With al Qaeda’s attack on the U.S. in September 2001, the competitive scholastic exercise over naming was replaced by a more momentous political effort by the Bush administration to identify the threatening, and to author the defining, features of our age. The result is novel to the point of being radical and, unlike academic exercises, consequential.

According to the administration, the essential element of our era is the threat emanating from a combination of tyrannical states and what I have called “movements of rage,” a malignant political coalition that relentlessly pursues and may succeed in possessing and using weapons of mass destruction (wmd) against the United States and its allies.2 The Bush national security doctrine is a response to the likely proliferation of horrendous “wildcat violence” when state disintegration and/or the covert actions of tyrannical regimes offer movements of rage access to insidious weapons whose advanced technology demands only global reach, not global power. Largely in response to this possibility, the Bush doctrine stresses American military predominance, military preemption, and political transformation. From an historical point of view, these are extraordinary ambitions. More, they represent the practical (not necessarily successful) integration of international relations with non-Western political development in the form of an American foreign policy based on the ideological concept, and political-military pursuit, of democratic regime change.

 

Dominance

The first “person” in the new Bush “trinitarian” doctrine is military predominance — or, if you like, dominance. In the administration’s words, “our [military] forces will be strong enough to dissuade potential adversaries from pursuing a military build up in hopes of surpassing or equaling the power of the United States.”3 This tenet has no immediate bearing on the international issues facing the United States because it will most likely take at least a decade for any imaginable nation to be taken seriously as a military competitor (unless, of course, Japan undergoes radical regime change on its own nationalistic terms).

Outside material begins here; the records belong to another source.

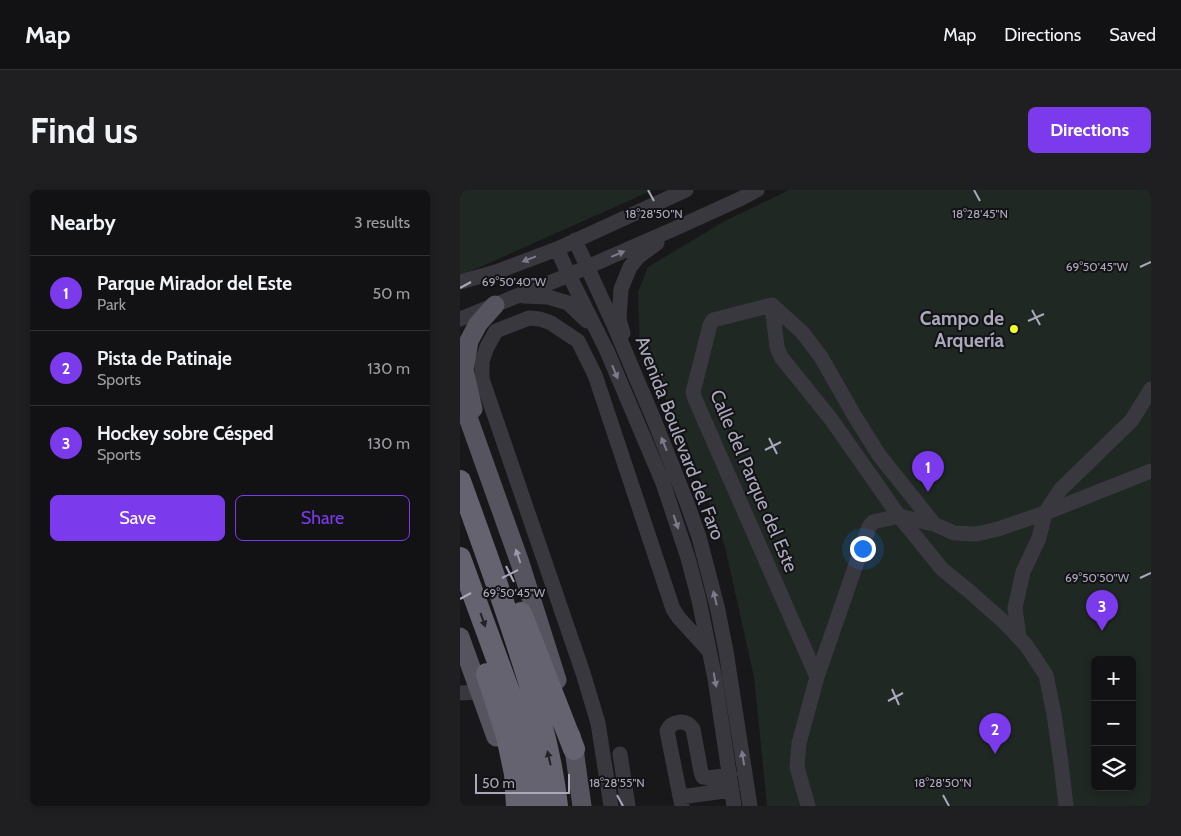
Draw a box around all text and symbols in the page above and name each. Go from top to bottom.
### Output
text: Map [25,20,71,49]
text: Map [943,24,976,46]
text: Directions [1004,24,1081,46]
text: Saved [1109,24,1156,46]
button: Directions [1028,107,1151,153]
text: Find us [30,109,138,152]
text: 18°28'50"N [625,206,683,221]
text: 18°28'45"N [952,206,1008,221]
text: Nearby [50,210,116,235]
text: 3 results [354,213,410,232]
one-way arrow [611,249,625,257]
one-way arrow [522,256,536,264]
text: 69°50'45"W [1066,259,1129,274]
text: Parque Mirador del Este [97,272,292,295]
text: 69°50'40"W [482,274,547,289]
text: 1 [63,284,69,303]
text: 50 m [373,284,410,303]
text: Park [97,295,126,314]
place label: Campo de Arquería [920,307,1005,352]
marker: Campo de Arquería [1008,323,1020,335]
street label: Avenida Boulevard del Faro [630,333,730,543]
text: Pista de Patinaje [97,347,232,370]
text: 2 [62,359,70,378]
text: 130 m [367,359,410,378]
one-way arrow [612,365,620,379]
text: Sports [97,370,141,389]
street label: Calle del Parque del Este [705,386,803,576]
text: Hockey sobre Césped [97,422,274,445]
text: 3 [62,434,70,453]
text: 130 m [367,434,410,453]
one-way arrow [659,437,667,451]
text: Sports [97,445,141,464]
pin: 1 [912,451,944,492]
button: Save [50,495,225,541]
button: Share [235,495,410,541]
one-way arrow [673,515,680,530]
your location [850,536,876,562]
one-way arrow [514,548,522,563]
text: 69°50'50"W [1065,570,1130,585]
text: 69°50'45"W [483,585,546,600]
one-way arrow [711,590,719,605]
pin: 3 [1086,590,1118,631]
one-way arrow [479,613,487,628]
map controls [1091,656,1136,791]
button: + [1091,656,1136,701]
one-way arrow [711,672,719,688]
button: − [1091,701,1136,746]
pin: 2 [979,713,1011,754]
button: layers [1091,746,1136,791]
one-way arrow [738,749,746,765]
one-way arrow [545,750,553,766]
scale bar [475,771,570,794]
text: 50 m [482,774,515,792]
text: 18°28'55"N [589,775,645,790]
text: 18°28'50"N [914,775,972,790]

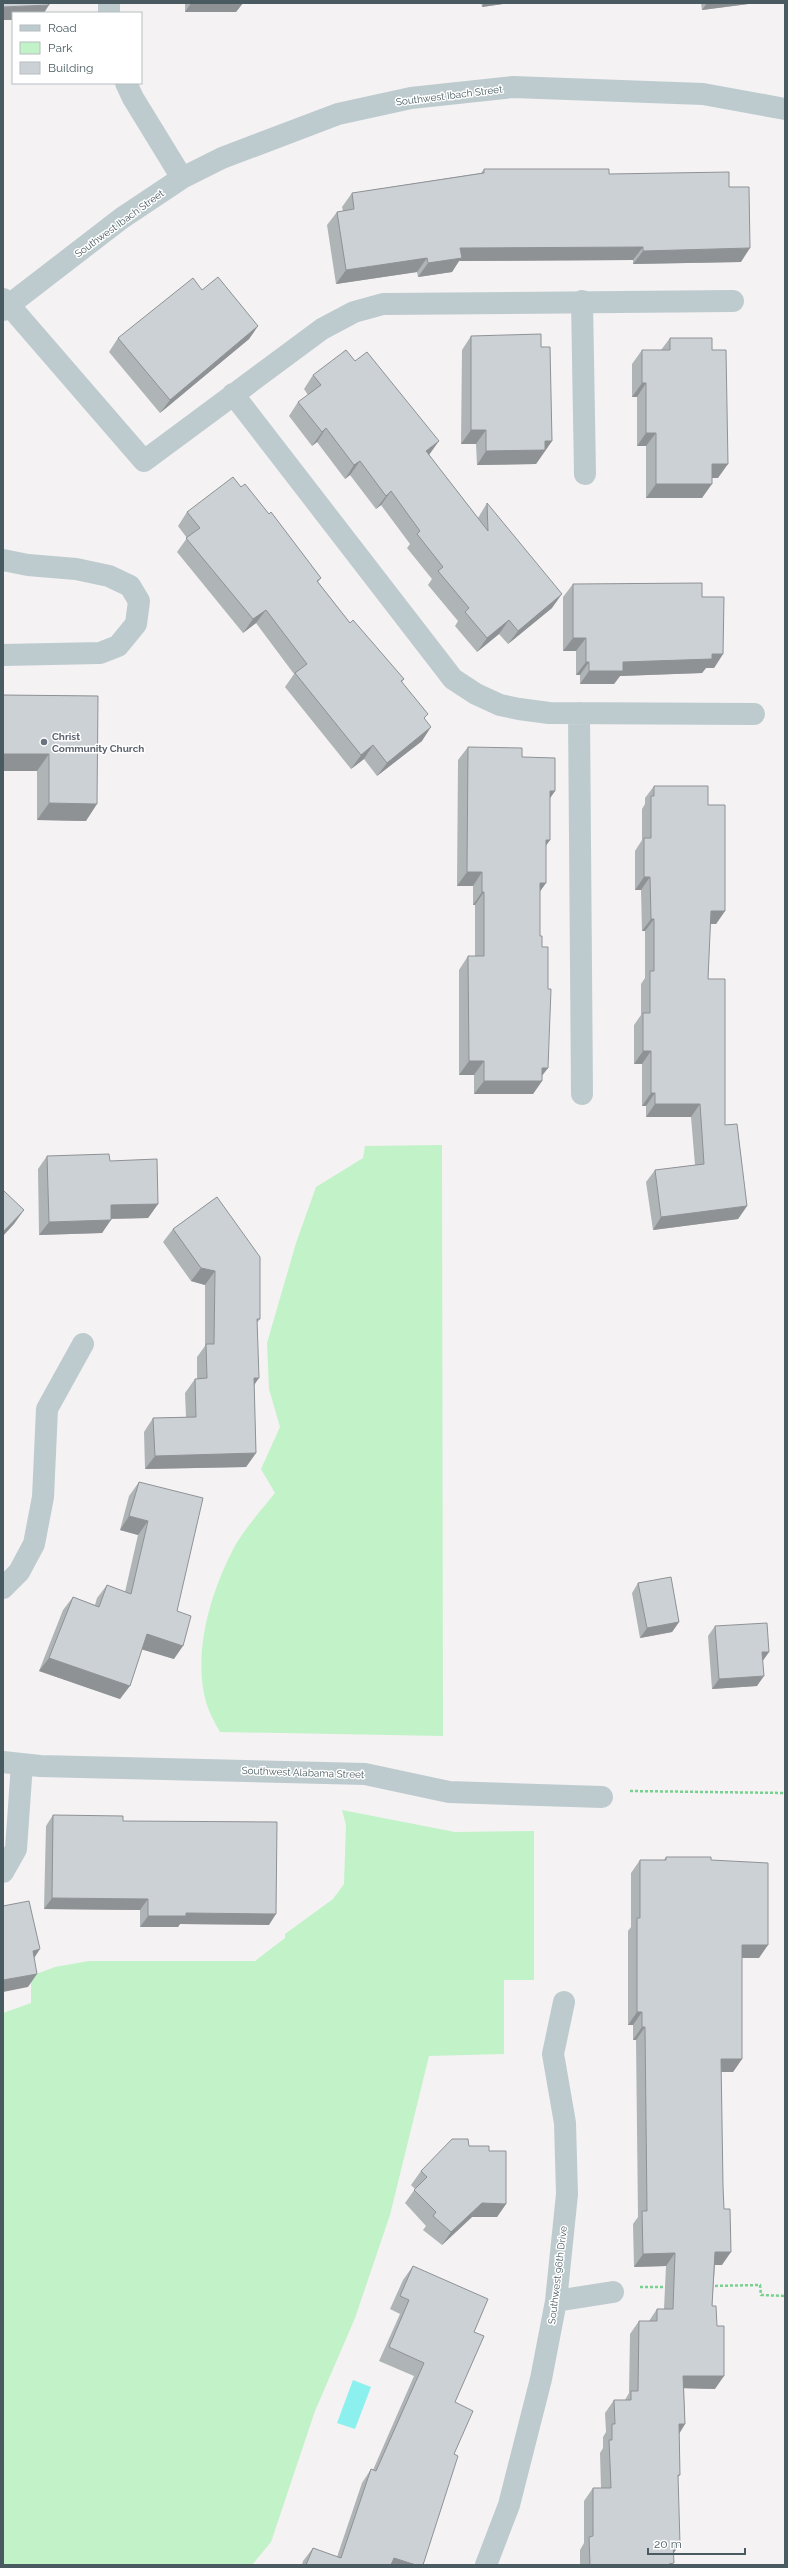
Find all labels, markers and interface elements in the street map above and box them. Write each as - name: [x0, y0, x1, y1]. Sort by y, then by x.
- legend: [12, 12, 142, 84]
- text: Road: [48, 21, 77, 35]
- text: Park: [48, 41, 73, 55]
- text: Building: [48, 61, 94, 75]
- street label: Southwest Ibach Street: [395, 83, 504, 107]
- street label: Southwest Ibach Street: [73, 187, 166, 259]
- place label: Christ Community Church: [52, 731, 144, 754]
- marker: Christ Community Church: [39, 737, 49, 747]
- street label: Southwest Alabama Street: [241, 1765, 365, 1780]
- street label: Southwest 96th Drive: [546, 2225, 569, 2325]
- scale bar: [648, 2530, 745, 2556]
- text: 20 m: [654, 2537, 682, 2551]

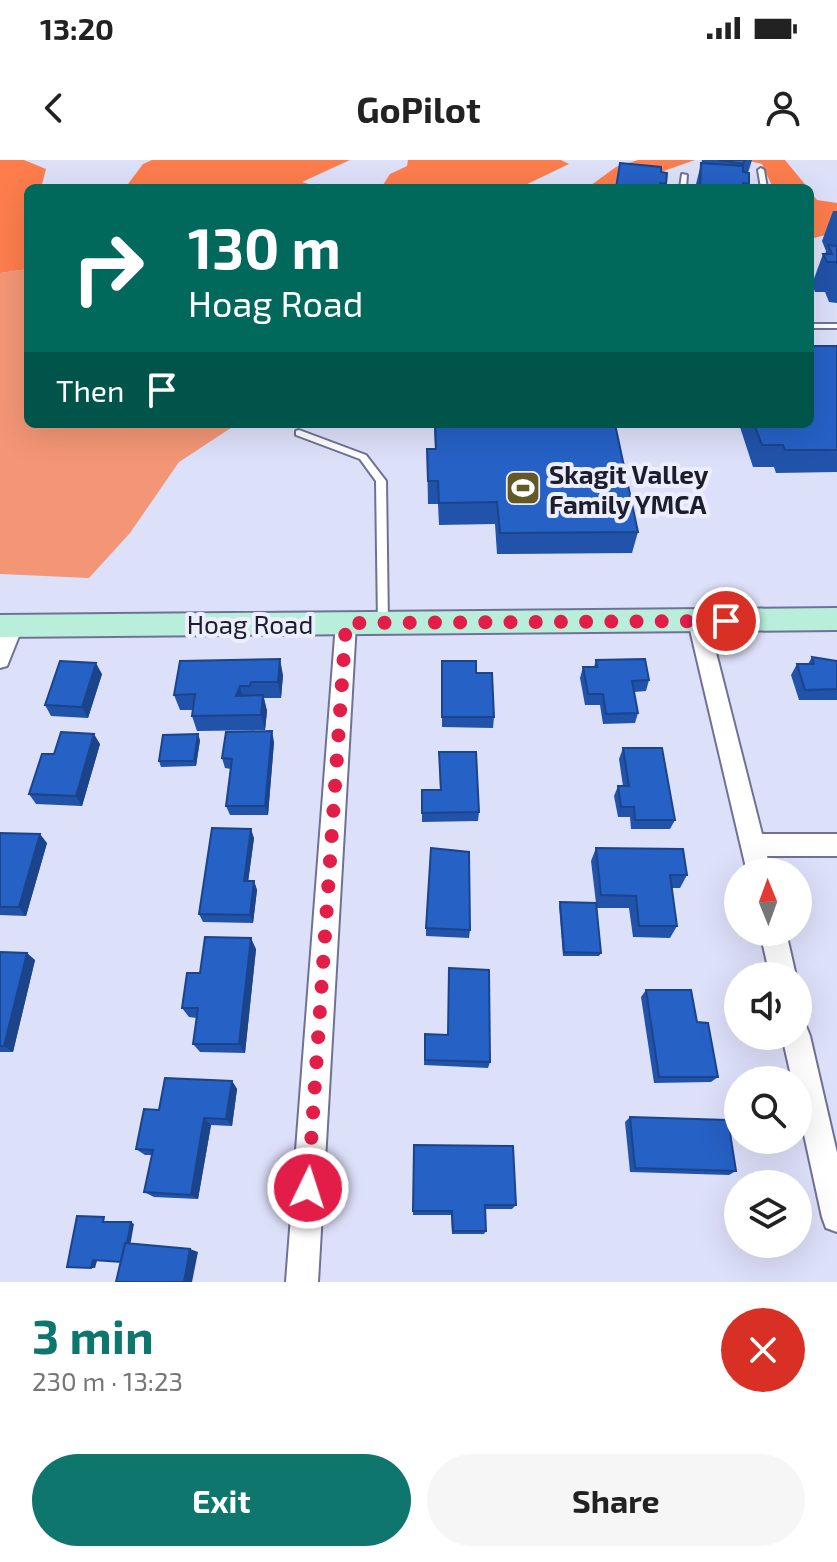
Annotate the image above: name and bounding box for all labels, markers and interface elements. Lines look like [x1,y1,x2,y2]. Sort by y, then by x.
text: 13:20 [40,10,114,46]
icon: back [32,86,76,130]
icon: person [761,86,805,130]
text: GoPilot [356,87,481,130]
text: 130 m [188,213,341,280]
icon: right [56,216,160,320]
text: Hoag Road [188,281,363,324]
icon: arrive [140,368,184,412]
text: Then [56,372,124,408]
place label: Skagit Valley Family YMCA [549,458,709,520]
sports icon: Skagit Valley Family YMCA [504,469,542,507]
pin [692,587,760,655]
icon: arrive [704,599,748,643]
street label: Hoag Road [187,608,313,639]
north arrow [724,858,812,946]
map controls [724,858,812,1258]
button: sound [724,962,812,1050]
button: search [724,1066,812,1154]
position arrow [266,1146,350,1230]
button: layers [724,1170,812,1258]
text: 3 min [32,1306,154,1364]
button: close [721,1308,805,1392]
text: 230 m · 13:23 [32,1365,183,1396]
button: Exit [32,1454,411,1546]
button: Share [427,1454,805,1546]

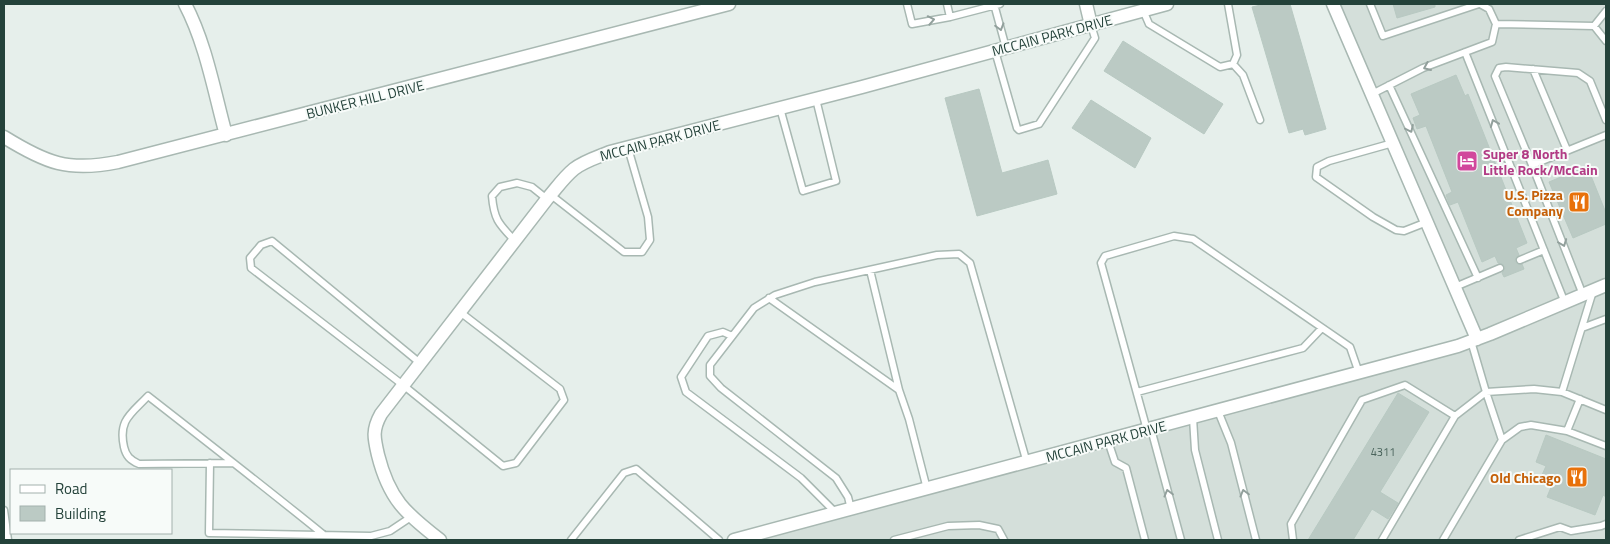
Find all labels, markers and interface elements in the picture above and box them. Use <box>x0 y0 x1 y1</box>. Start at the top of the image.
street label: MCCAIN PARK DRIVE <box>989 9 1115 61</box>
one-way arrow <box>927 16 936 26</box>
one-way arrow <box>995 22 1005 30</box>
one-way arrow <box>1423 61 1431 71</box>
street label: BUNKER HILL DRIVE <box>304 74 426 124</box>
street label: MCCAIN PARK DRIVE <box>597 114 723 166</box>
one-way arrow <box>1490 119 1500 128</box>
one-way arrow <box>1403 124 1413 133</box>
place label: Super 8 North Little Rock/McCain <box>1483 143 1598 180</box>
hotel icon: Super 8 North Little Rock/McCain <box>1455 149 1479 173</box>
place label: U.S. Pizza Company <box>1504 184 1563 221</box>
restaurant icon: U.S. Pizza Company <box>1567 190 1591 214</box>
one-way arrow <box>1557 238 1567 246</box>
street label: MCCAIN PARK DRIVE <box>1043 415 1169 467</box>
house number: 4311 <box>1371 444 1395 460</box>
restaurant icon: Old Chicago <box>1565 465 1589 489</box>
place label: Old Chicago <box>1490 467 1561 488</box>
legend <box>10 469 172 534</box>
text: Road <box>55 477 87 500</box>
one-way arrow <box>1239 489 1250 498</box>
one-way arrow <box>1164 490 1174 498</box>
text: Building <box>55 502 106 525</box>

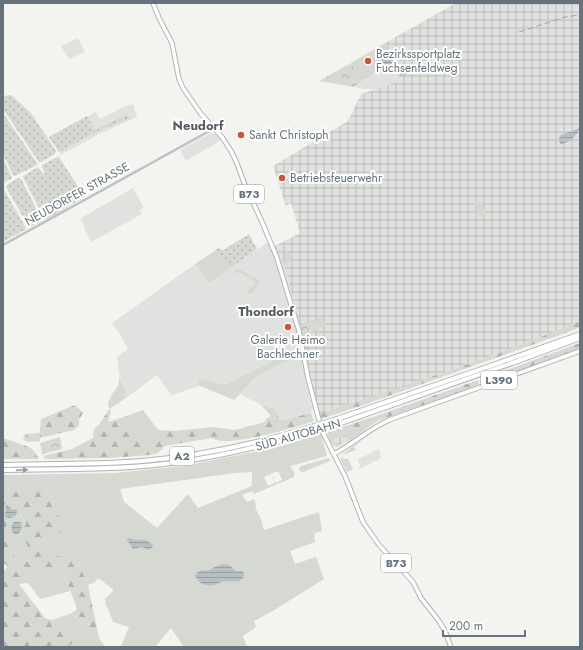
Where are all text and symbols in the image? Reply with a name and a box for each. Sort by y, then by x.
place label: Bezirkssportplatz Fuchsenfeldweg [376,45,461,77]
marker: Bezirkssportplatz Fuchsenfeldweg [363,56,373,66]
district label: Neudorf [173,116,224,135]
place label: Sankt Christoph [249,126,329,144]
marker: Sankt Christoph [236,130,246,140]
street label: NEUDORFER STRASSE [21,158,133,230]
place label: Betriebsfeuerwehr [290,169,383,187]
marker: Betriebsfeuerwehr [277,173,287,183]
road number: B73 [234,185,264,203]
district label: Thondorf [238,302,294,321]
marker: Galerie Heimo Bachlechner [283,322,293,332]
place label: Galerie Heimo Bachlechner [251,331,326,363]
road number: L390 [481,371,517,389]
street label: SÜD AUTOBAHN [253,414,343,456]
road number: A2 [170,447,194,465]
one-way arrow [16,467,29,473]
road number: B73 [381,554,411,572]
scale bar [443,612,525,638]
text: 200 m [449,617,483,635]

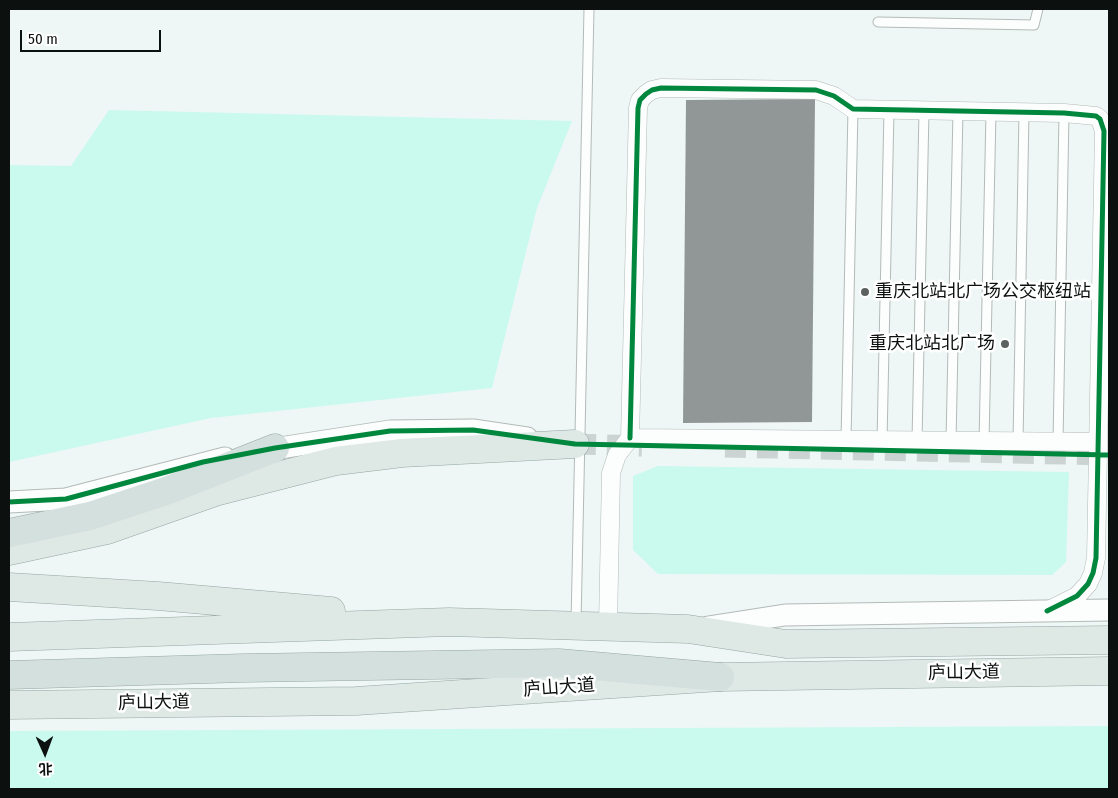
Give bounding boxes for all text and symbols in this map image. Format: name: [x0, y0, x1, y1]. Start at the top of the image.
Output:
scale bar: [22, 20, 164, 52]
text: 50 m: [28, 30, 58, 48]
place label: 重庆北站北广场公交枢纽站: [875, 281, 1091, 303]
marker: 重庆北站北广场公交枢纽站: [859, 286, 871, 298]
place label: 重庆北站北广场: [869, 333, 995, 355]
marker: 重庆北站北广场: [999, 338, 1011, 350]
street label: 庐山大道: [928, 662, 1000, 684]
street label: 庐山大道: [522, 675, 596, 701]
street label: 庐山大道: [118, 692, 190, 714]
north arrow: [20, 728, 70, 778]
text: 北: [38, 760, 53, 777]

But if the administration is looking at the long term, so will I. Suppose, for example, the European Union becomes a stable, effective, legitimate political entity in world affairs. As such, its expanding population would be greater than ours, its economic power nearly equal, and its military potential the same. Is it at all reasonable to assume that the United States would politically veto, economically prevent, or militarily challenge the further and future integration and military development of a Western, democratic, capitalist Europe? Or, if an economically successful China and an increasingly stable Russia form a political-military alliance, would the United States attack these two nuclear powers to prevent them from “equaling” the United States? And what would America do should Brazil, Argentina, or Mexico decide in the next decade or so to “go nuclear”? It is one thing for a great power’s grand strategy to successfully intimidate the world; it is quite another to gratuitously irritate it. And when, as is the case now, a completely cornered Stalinist regime — North Korea — openly defies the United States by pursuing a policy with the genuine potential for nuclear arms development, it might be wise for the Bush administration not to humiliate itself by making pronouncements it doesn’t and, at least in current circumstances, can’t back up. The North Korean response to the Bush national security doctrine is instructive in other ways as well. Insofar as a defining feature of the doctrine is the elimination of terrorism by means of imposed democratic regime change, one might ask whether or not war against North Korea — which might be fully warranted from an international relations perspective — will further, lessen, or have no substantial impact on democracy and market capitalism in China, Japan, and South (or a united) Korea. The Bush doctrine may posit that war against rogue states, the end of terrorism, and democratic development go together by way of regime change; the strategic reality might be quite different.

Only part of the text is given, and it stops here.